Themistokles war der Retter Athens - also, vielleicht nicht direkt Athens, da die Perser es übernommen und niedergebrannt hatten, doch Griechenlands - in späteren Jahren zwangen ihn die Athener dann, ins Exil zu fliehen. Er wurde um das Jahr 524 v. Chr. als Sohn des Aristokraten Neokles und einer "Fremden" von außerhalb Athens geboren. Nach einer nicht dokumentierten (und wahrscheinlich unbemerkenswerten) Kindheit wurde Themistokles zum Archon (Magistrat) und ein Jahr später 493 v. Chr. zum Archon eponymos gewählt. Er war überzeugt, dass das Schicksal Athens auf dem Meer liege, und so begann er mit den öffentlichen Arbeiten, die die felsigen Buchten von Piräus in gut zu verteidigende Häfen umwandelte. Themistokles überredete sogar die Bürger, dass - trotz des Siegs bei Marathon - die Bedrohung durch die Perser noch nicht vorüber wäre und Athen eine große Flotte bauen müsse. So war es möglich, dass beim Einmarsch von Xerxes im Jahr 480 Athen ganze 200 Trieren in den Kampf schicken konnte.

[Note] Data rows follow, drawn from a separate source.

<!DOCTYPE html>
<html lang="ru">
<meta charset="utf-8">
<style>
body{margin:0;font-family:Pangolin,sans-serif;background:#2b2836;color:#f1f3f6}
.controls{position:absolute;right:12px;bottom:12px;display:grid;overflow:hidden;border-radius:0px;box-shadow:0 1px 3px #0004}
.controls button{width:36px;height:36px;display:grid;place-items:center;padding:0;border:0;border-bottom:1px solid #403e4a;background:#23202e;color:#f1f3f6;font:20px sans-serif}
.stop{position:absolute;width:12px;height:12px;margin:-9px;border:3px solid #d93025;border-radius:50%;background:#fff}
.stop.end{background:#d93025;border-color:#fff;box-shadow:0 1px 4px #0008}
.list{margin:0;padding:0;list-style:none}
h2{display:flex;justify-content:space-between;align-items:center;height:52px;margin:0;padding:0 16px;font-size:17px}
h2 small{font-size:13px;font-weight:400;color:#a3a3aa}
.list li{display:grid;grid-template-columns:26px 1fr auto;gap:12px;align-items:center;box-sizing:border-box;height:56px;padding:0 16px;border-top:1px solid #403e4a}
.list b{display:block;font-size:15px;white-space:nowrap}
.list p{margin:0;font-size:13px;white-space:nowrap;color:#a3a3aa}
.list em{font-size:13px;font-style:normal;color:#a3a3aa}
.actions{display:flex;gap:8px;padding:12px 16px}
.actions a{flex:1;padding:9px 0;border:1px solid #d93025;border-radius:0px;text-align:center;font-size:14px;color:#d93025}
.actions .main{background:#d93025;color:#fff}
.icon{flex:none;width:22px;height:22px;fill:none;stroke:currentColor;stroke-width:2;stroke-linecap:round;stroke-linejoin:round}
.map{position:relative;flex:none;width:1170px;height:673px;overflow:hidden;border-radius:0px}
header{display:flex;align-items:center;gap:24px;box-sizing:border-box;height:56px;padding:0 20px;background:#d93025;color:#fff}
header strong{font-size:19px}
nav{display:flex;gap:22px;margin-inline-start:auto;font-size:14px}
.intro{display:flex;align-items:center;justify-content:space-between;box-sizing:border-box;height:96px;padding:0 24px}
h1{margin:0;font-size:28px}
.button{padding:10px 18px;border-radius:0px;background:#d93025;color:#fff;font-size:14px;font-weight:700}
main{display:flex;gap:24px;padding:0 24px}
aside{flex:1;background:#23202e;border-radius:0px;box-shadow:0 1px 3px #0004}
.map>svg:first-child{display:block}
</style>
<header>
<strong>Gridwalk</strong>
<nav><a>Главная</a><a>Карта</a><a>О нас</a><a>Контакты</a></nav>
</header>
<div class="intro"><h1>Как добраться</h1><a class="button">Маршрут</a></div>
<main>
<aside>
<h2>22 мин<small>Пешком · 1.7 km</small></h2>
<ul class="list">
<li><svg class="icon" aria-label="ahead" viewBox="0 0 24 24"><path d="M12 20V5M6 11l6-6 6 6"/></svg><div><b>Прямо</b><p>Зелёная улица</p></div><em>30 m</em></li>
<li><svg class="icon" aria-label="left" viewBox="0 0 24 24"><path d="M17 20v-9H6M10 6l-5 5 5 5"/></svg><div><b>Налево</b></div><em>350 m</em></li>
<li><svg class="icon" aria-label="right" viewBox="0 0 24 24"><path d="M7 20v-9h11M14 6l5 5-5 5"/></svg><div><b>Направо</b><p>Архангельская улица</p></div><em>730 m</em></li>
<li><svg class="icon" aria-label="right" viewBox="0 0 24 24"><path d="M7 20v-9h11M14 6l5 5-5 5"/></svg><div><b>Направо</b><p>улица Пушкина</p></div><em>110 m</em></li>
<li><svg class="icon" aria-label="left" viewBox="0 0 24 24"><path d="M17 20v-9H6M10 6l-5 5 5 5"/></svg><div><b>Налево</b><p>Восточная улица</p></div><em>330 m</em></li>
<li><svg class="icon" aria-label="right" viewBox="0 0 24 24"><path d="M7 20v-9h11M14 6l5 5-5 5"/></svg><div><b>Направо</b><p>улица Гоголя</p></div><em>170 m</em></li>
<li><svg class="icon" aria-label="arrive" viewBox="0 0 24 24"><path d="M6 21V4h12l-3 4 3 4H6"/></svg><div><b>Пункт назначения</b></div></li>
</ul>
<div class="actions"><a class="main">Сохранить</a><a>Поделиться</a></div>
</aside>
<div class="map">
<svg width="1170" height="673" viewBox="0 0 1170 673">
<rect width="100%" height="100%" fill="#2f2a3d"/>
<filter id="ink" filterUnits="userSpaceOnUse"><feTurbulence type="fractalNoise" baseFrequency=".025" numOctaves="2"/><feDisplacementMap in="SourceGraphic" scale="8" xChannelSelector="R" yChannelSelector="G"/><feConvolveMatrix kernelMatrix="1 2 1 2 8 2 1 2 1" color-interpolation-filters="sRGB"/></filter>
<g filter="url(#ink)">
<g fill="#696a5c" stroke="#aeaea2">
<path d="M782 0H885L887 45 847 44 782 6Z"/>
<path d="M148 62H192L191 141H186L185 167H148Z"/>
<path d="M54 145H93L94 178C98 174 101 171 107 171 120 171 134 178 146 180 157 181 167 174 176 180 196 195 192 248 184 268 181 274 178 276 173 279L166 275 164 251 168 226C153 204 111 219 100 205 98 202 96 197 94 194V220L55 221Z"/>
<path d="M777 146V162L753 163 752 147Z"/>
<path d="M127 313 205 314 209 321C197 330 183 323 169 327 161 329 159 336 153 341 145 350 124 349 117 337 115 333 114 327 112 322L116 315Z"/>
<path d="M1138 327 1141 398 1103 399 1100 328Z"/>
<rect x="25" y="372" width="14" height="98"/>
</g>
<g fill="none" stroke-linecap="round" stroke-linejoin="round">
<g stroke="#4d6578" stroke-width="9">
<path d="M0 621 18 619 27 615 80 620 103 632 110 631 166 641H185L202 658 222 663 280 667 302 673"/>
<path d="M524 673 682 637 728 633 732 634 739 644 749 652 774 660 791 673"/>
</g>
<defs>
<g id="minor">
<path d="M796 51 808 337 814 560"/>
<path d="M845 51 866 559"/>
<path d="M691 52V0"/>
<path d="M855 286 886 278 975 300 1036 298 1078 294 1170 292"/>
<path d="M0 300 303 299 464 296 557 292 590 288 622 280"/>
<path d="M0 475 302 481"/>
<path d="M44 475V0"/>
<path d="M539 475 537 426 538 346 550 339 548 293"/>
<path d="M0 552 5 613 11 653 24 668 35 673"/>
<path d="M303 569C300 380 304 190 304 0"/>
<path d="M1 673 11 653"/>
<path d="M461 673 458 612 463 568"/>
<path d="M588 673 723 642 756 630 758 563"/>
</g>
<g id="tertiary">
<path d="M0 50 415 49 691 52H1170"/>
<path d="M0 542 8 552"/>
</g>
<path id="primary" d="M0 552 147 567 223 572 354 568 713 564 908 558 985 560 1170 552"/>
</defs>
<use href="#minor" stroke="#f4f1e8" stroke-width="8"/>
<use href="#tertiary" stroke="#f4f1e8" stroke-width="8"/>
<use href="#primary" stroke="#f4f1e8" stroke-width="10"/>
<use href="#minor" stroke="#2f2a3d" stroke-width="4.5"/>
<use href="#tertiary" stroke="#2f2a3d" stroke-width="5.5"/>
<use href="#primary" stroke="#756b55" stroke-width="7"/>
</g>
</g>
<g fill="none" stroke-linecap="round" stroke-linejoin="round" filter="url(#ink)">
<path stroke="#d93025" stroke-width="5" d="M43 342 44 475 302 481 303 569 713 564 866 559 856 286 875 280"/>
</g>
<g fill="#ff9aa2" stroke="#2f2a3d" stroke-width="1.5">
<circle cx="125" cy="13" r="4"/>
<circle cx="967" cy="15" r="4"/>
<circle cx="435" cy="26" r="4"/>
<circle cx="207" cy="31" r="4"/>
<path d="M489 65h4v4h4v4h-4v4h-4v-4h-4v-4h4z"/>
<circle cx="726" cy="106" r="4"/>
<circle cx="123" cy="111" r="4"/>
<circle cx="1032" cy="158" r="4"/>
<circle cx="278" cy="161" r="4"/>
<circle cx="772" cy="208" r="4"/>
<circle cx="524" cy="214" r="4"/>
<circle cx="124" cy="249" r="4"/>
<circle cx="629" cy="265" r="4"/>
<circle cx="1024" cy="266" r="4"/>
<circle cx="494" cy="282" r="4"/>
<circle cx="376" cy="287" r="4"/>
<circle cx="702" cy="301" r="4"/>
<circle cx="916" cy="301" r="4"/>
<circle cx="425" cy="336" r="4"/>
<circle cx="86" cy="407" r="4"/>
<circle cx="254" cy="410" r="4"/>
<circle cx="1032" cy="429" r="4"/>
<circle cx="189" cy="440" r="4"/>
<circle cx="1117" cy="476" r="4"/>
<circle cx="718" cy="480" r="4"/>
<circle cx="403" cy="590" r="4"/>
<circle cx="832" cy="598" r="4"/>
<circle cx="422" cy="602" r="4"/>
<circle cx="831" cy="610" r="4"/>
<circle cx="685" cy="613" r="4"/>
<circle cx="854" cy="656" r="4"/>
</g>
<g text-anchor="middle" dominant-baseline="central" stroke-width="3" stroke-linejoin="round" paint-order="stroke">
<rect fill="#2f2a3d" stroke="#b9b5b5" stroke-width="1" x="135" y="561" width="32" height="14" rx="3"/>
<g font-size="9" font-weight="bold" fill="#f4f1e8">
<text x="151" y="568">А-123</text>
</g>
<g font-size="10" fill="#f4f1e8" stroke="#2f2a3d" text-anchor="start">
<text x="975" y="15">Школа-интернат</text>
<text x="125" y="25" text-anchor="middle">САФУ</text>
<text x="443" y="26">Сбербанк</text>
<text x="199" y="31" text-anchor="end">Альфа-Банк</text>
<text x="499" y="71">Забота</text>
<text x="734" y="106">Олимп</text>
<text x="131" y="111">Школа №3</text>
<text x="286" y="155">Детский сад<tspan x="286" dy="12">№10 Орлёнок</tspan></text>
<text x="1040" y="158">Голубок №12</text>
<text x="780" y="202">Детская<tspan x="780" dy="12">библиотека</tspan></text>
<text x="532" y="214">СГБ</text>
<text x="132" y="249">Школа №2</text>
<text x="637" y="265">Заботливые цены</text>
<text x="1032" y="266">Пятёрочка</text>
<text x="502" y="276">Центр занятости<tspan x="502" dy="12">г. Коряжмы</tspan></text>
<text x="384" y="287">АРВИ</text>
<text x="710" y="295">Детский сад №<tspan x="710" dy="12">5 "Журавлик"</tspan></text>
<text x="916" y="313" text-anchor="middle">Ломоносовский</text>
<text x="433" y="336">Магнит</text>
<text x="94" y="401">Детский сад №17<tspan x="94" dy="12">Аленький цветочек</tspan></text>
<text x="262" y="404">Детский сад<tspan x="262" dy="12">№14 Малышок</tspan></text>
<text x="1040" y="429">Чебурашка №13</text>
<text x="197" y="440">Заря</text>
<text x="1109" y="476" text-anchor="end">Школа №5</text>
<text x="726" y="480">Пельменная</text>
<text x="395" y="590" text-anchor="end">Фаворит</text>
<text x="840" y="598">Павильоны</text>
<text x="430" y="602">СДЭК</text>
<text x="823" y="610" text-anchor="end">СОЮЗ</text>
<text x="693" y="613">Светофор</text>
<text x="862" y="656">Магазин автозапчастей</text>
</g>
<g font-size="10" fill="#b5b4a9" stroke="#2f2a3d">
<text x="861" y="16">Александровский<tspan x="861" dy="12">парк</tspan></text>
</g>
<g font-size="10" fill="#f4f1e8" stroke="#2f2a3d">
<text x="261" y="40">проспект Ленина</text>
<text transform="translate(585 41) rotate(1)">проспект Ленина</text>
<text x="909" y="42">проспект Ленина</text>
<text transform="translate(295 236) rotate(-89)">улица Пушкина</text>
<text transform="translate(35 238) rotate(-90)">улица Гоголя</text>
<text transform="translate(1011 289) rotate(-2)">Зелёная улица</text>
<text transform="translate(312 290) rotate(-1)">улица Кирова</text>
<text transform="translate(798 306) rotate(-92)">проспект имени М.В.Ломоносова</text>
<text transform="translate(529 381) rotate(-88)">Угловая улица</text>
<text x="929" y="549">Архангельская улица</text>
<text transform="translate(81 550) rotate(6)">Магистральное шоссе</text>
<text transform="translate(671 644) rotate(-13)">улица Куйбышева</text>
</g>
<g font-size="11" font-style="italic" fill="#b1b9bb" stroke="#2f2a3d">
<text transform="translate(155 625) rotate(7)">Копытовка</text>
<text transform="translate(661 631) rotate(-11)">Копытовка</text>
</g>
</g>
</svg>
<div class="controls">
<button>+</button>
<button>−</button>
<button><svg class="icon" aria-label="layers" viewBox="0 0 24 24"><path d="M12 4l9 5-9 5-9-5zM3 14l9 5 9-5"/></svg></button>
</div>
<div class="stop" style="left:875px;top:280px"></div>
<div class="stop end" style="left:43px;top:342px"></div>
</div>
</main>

Themistokles übernahm das Kommando über die gemeinsame Flotte und bekämpfte die persische Marine (mit mehr als 1200 Schiffen) in der blutigen dreitägigen Schlacht bei Artemision. Selbst als die Perser die Spartaner und Thespiaier überrollten und auf Athen zumarschierten, lockte Themistokles die persische Flotte in die Engen der Straße von Salamis. Dort, bei einem der größten Marinesiege der gesamten Zivilisation, brachte Themistokles den Persern eine entscheidende Niederlage bei. Als sie ihre Landeinheiten nicht mehr versorgen konnten, zogen sich die Perser zurück und sollten die Stadtstaaten Griechenlands nie wieder bedrohen.
Doch während Sparta und andere Themistokles mit Ovationen und Monumenten verehrten, verbannte man ihn in seiner Heimatstadt Athen aufgrund politischer Intrigen (so viel zum Thema Demokratie), Gerüchten über eine Konspiration mit Xerxes und seiner eigennützigen Arroganz. Um sein Leben zu retten, floh Themistokles und verbrachte seine letzten Jahre als Verwalter mehrerer Stadtstaaten von Xerxes. Er starb 459 v. Chr. in Magnesia.